Observable	What you measure	How to compute it from a trajectory
Chemical shifts (δ)	The time-average of the shift	Arithmetic mean over all frames
Residual Dipolar Couplings (RDCs)	The time-average of the coupling	Arithmetic mean over all frames
NOE distances	Not a simple average — see below	Sixth-power mean over all frames

NOEs are asymmetric: close contacts dominate

The Nuclear Overhauser Effect (NOE) is an NMR measurement that reports on the distance between two hydrogen atoms. NOE intensity is related to distance by an inverse sixth-power law (see the NOEs page for the full derivation):

\[\text{NOE intensity} \propto \frac{1}{r^6}\]

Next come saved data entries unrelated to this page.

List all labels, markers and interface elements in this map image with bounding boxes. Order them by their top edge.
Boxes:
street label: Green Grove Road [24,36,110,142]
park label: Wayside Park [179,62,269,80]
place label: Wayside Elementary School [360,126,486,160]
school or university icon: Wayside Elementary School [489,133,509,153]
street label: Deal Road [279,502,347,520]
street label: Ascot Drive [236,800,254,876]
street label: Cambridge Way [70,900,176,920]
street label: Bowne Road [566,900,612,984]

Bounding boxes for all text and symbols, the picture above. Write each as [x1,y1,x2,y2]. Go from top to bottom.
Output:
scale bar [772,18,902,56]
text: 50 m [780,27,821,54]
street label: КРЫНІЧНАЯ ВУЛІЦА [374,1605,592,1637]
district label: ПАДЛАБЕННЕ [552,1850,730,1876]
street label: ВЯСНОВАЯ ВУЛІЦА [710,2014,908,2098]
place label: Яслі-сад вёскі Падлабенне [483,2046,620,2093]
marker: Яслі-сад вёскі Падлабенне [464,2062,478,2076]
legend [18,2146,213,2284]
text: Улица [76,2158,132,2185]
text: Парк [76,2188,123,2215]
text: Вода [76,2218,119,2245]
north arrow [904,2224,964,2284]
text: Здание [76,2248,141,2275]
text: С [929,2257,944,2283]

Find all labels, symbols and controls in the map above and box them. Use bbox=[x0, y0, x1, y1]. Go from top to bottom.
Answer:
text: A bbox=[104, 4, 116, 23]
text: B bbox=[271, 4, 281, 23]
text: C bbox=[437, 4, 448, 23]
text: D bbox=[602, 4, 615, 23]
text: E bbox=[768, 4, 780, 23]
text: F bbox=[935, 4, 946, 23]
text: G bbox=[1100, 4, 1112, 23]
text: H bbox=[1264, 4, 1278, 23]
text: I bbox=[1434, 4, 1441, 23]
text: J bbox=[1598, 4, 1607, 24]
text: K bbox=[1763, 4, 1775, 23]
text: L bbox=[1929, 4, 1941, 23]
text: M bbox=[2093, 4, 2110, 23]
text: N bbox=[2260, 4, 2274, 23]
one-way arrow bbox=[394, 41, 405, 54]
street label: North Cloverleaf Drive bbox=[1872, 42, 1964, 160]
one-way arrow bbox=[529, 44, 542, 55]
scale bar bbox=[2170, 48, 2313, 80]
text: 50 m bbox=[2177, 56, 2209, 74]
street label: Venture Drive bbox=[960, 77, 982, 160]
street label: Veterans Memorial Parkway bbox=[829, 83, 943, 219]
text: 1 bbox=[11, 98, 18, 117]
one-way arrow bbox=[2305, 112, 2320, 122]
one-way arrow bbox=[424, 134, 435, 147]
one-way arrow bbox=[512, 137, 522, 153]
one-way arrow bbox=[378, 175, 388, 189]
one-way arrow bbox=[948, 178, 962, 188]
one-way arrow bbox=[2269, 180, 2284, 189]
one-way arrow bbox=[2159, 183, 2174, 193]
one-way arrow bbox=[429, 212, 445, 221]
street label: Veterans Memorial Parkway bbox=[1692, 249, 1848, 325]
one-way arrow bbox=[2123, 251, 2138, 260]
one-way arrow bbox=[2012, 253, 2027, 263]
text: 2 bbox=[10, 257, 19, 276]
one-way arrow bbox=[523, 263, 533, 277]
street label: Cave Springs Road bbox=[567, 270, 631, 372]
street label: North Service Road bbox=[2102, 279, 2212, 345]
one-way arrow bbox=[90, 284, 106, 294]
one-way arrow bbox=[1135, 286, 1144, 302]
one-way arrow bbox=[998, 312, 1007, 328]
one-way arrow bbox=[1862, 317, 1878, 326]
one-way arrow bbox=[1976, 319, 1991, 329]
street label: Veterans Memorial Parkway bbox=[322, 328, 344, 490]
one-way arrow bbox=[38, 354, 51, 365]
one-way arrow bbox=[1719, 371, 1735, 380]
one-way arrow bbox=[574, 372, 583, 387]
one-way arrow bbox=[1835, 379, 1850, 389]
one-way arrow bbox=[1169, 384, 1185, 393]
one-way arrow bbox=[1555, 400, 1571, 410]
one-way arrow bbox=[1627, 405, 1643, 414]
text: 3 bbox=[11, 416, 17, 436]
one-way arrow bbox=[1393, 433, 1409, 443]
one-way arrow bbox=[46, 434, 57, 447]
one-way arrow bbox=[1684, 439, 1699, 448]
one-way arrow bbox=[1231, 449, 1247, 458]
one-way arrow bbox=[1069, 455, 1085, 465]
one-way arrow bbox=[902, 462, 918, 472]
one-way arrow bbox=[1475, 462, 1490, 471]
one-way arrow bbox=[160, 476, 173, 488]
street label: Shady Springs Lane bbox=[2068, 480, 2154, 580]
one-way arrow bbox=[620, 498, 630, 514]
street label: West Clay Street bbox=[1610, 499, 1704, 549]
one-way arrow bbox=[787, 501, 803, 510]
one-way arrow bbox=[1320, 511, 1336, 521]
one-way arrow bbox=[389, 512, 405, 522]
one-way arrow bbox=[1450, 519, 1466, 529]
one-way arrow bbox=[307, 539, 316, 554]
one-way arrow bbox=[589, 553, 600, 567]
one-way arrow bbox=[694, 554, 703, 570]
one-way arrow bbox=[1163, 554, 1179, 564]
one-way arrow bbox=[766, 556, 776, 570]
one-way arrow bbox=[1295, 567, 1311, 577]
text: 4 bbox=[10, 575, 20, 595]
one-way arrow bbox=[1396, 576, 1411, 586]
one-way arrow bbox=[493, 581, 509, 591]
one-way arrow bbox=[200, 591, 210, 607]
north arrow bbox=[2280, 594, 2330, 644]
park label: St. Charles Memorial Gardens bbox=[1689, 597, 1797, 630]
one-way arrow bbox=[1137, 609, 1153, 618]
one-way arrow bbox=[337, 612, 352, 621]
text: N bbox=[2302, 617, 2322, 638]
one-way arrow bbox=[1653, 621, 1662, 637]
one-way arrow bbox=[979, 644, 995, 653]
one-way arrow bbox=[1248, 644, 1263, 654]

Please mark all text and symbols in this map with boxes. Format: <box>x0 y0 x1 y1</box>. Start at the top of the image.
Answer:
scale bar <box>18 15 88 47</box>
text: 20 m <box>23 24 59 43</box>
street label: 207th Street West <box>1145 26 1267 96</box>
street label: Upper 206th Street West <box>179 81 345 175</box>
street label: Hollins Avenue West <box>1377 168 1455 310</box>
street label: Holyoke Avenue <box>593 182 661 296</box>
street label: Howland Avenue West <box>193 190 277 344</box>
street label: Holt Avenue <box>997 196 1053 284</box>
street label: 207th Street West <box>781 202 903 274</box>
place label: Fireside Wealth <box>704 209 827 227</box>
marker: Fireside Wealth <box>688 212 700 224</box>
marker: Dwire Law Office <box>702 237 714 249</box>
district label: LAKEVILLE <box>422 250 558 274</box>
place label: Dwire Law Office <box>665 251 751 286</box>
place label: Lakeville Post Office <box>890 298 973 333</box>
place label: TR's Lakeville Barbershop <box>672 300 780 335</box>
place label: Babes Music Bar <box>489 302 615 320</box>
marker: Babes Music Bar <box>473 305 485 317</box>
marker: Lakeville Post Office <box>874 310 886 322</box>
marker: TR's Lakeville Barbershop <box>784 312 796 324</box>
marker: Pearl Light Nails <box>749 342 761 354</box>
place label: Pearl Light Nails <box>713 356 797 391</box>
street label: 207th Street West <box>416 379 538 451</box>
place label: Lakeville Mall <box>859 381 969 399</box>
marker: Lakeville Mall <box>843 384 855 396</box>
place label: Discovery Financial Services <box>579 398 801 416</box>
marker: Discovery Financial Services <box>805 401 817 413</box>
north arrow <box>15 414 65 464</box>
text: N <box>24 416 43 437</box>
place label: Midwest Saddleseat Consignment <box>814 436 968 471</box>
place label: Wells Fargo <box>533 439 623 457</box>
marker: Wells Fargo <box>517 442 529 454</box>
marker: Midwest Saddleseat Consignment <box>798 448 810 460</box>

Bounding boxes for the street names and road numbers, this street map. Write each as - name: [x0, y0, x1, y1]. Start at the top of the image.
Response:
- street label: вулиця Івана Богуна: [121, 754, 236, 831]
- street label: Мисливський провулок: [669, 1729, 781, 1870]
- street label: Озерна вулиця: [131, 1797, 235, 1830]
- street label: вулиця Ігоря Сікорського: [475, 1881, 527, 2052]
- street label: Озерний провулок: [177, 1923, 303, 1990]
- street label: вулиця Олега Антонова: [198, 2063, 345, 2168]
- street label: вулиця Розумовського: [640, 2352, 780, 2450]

Because the exponent is so large (6!), small distances contribute enormously more than large ones: - At 2 Å separation, the NOE contribution is \(2^{-6} = 0.0156\) - At 4 Å separation, the NOE contribution is \(4^{-6} = 0.00024\) — 64× weaker

This has a profound consequence for how you must average an NOE over a trajectory. Suppose a proton pair spends half its time at 2 Å (close) and half at 4 Å (far away).

Arithmetic mean distance: (2 + 4) / 2 = 3.0 Å
Correct effective distance (from averaging the NOE signal):

\[r_\text{eff} = \left\langle r^{-6} \right\rangle^{-1/6} = \left(\frac{2^{-6} + 4^{-6}}{2}\right)^{-1/6} = \textbf{2.27 Å}\]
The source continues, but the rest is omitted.